The EPA has a specific 12-point hazardous material clean-up plan you need to follow if you break a CFL in your home. I outline the steps for you in the tutorial How to Clean Up a Broken CFL.
The process outlined by the EPA for cleaning up one of these "safe" bulbs involves ventilating the room (a problem in winter), duct tape, a glass jar, cardboard, plastic bags, and other extraordinary steps and materials.

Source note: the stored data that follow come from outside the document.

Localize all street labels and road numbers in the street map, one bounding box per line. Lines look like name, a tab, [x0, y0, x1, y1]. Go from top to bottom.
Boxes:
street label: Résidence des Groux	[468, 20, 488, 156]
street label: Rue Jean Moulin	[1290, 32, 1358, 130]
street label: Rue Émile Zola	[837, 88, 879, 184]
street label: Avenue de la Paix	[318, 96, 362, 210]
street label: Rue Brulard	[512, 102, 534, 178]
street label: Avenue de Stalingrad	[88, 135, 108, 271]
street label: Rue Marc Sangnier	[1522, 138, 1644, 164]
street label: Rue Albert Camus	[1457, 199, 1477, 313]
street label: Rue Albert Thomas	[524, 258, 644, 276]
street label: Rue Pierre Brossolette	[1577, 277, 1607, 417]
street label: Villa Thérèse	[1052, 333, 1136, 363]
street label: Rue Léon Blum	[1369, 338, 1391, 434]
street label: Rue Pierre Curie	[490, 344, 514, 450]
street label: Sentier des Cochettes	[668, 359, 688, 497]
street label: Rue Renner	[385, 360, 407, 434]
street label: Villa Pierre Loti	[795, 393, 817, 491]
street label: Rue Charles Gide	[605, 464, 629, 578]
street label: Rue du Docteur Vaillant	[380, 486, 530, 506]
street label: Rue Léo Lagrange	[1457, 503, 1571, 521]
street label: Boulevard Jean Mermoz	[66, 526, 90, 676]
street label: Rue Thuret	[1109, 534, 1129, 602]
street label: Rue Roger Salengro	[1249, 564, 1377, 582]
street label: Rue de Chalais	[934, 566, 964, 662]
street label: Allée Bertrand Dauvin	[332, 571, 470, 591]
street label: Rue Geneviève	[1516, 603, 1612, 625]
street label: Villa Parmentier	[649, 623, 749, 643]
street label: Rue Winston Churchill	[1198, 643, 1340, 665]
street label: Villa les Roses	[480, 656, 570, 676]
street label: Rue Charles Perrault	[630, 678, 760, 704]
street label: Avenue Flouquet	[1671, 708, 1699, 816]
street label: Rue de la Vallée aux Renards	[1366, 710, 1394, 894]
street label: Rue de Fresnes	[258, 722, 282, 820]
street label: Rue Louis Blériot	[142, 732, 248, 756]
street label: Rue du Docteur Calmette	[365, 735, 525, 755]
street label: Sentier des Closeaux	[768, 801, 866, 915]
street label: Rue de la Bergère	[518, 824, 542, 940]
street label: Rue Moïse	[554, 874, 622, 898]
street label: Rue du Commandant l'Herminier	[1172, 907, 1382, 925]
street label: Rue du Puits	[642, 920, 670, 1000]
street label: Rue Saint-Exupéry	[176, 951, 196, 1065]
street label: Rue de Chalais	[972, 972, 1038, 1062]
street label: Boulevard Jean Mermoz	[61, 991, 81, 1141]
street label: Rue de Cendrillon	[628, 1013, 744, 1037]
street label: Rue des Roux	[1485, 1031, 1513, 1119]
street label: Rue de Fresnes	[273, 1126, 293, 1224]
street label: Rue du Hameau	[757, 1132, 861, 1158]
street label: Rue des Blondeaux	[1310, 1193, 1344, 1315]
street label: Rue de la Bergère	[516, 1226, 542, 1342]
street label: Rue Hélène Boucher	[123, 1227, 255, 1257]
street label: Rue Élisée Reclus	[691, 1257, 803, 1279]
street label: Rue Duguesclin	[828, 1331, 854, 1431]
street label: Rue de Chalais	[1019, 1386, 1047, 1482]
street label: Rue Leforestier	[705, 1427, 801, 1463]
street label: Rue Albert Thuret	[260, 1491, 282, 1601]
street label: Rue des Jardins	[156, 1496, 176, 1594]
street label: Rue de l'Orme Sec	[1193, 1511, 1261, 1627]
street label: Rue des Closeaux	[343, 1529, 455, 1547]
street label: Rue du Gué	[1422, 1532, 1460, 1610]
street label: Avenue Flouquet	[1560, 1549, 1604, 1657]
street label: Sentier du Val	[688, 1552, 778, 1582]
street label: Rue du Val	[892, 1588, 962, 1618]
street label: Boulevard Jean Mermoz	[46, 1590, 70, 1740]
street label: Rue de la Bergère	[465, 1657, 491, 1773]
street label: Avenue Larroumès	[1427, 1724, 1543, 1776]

So where does that all leave us? Well, beside LED lighting, new lighting technology development continues. One promising technology is the Hybrid Electric Lamp being developed at the University of Rochester which uses a "newly-developed method for nearly doubling the efficiency of an incandescent by blackening the tungsten filament with a short pulse laser."
Other incandescent derivative lighting available today uses deposition coating technology to gain efficiencies, such as with the Halogena Line of lighting by Phillips. These bulbs contain no mercury, are dimmable, last twice as long and produce as much light as today's incandescents but with over 30% less energy.
At the end of the day innovation will prevail and I believe we will end up with an incandescent derivative lamp and not a little "green" Neurotoxin Light Bulb as the solution.